╭──

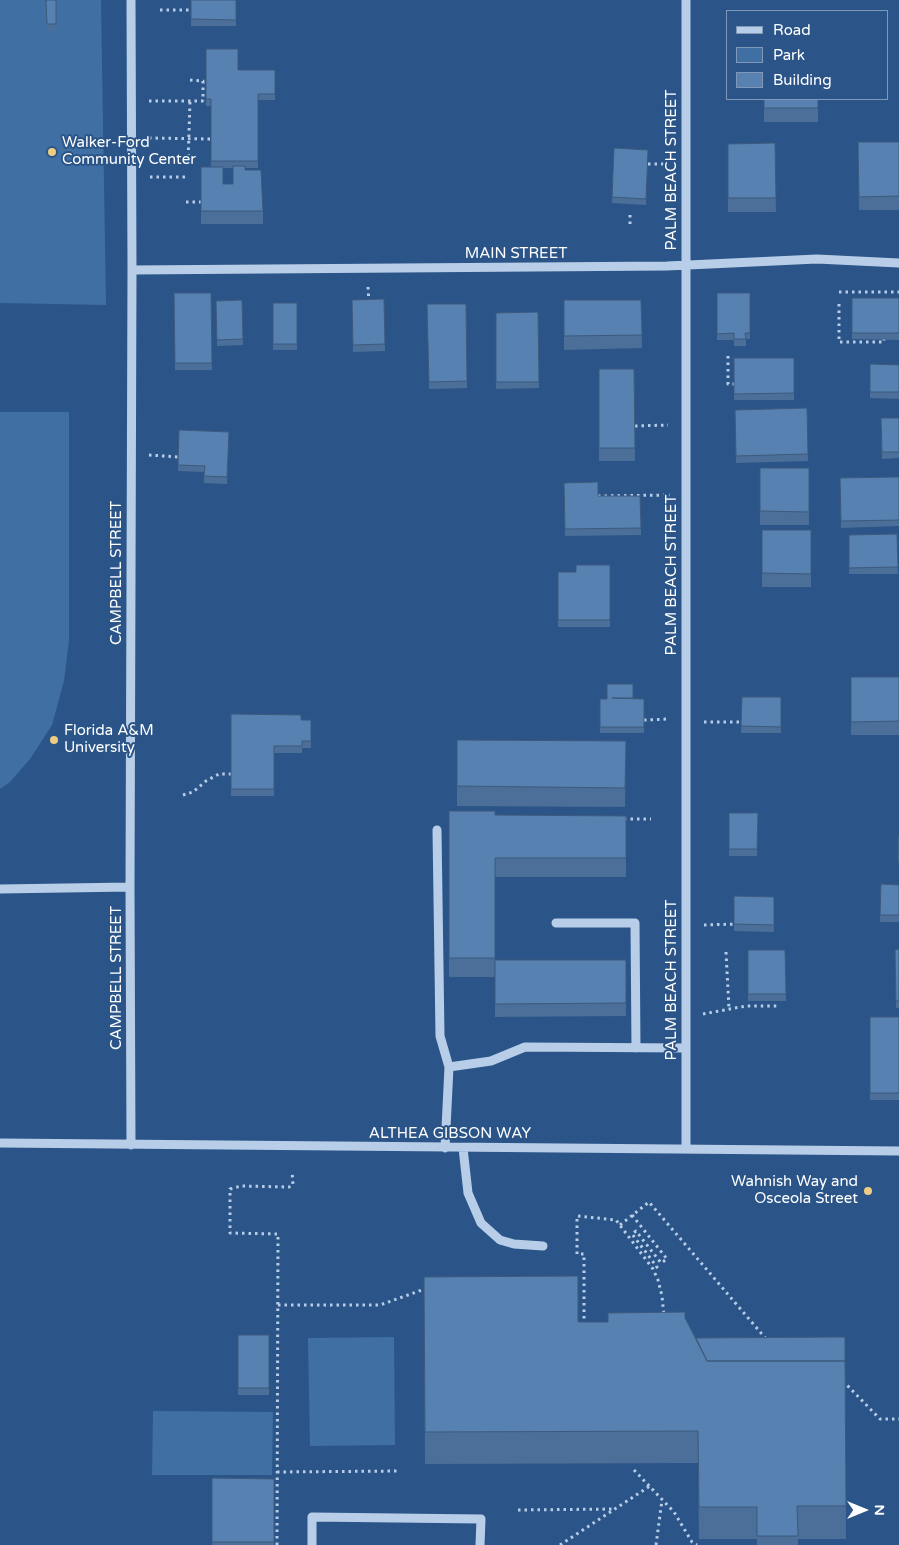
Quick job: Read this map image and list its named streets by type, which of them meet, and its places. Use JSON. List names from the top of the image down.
{
  "streets": {
    "street": [
      "PALM BEACH STREET",
      "MAIN STREET",
      "CAMPBELL STREET",
      "ALTHEA GIBSON WAY"
    ]
  },
  "crossings": [
    ["PALM BEACH STREET", "MAIN STREET"],
    ["PALM BEACH STREET", "ALTHEA GIBSON WAY"],
    ["MAIN STREET", "CAMPBELL STREET"],
    ["CAMPBELL STREET", "ALTHEA GIBSON WAY"]
  ],
  "places": ["Walker-Ford Community Center", "Florida A&M University", "Wahnish Way and Osceola Street"],
  "legend": ["Road", "Park", "Building"],
  "north": "right"
}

╰──

• TASK DETAILS:
Omit every image. Quote each record exactly.

• YOUR SOLUTION:
Quick job: Read this map image and list its named streets by type, which of them meet, and its places. Use JSON. List names from the top of the image down.
{
  "streets": {
    "street": [
      "PALM BEACH STREET",
      "MAIN STREET",
      "CAMPBELL STREET",
      "ALTHEA GIBSON WAY"
    ]
  },
  "crossings": [
    ["PALM BEACH STREET", "MAIN STREET"],
    ["PALM BEACH STREET", "ALTHEA GIBSON WAY"],
    ["MAIN STREET", "CAMPBELL STREET"],
    ["CAMPBELL STREET", "ALTHEA GIBSON WAY"]
  ],
  "places": ["Walker-Ford Community Center", "Florida A&M University", "Wahnish Way and Osceola Street"],
  "legend": ["Road", "Park", "Building"],
  "north": "right"
}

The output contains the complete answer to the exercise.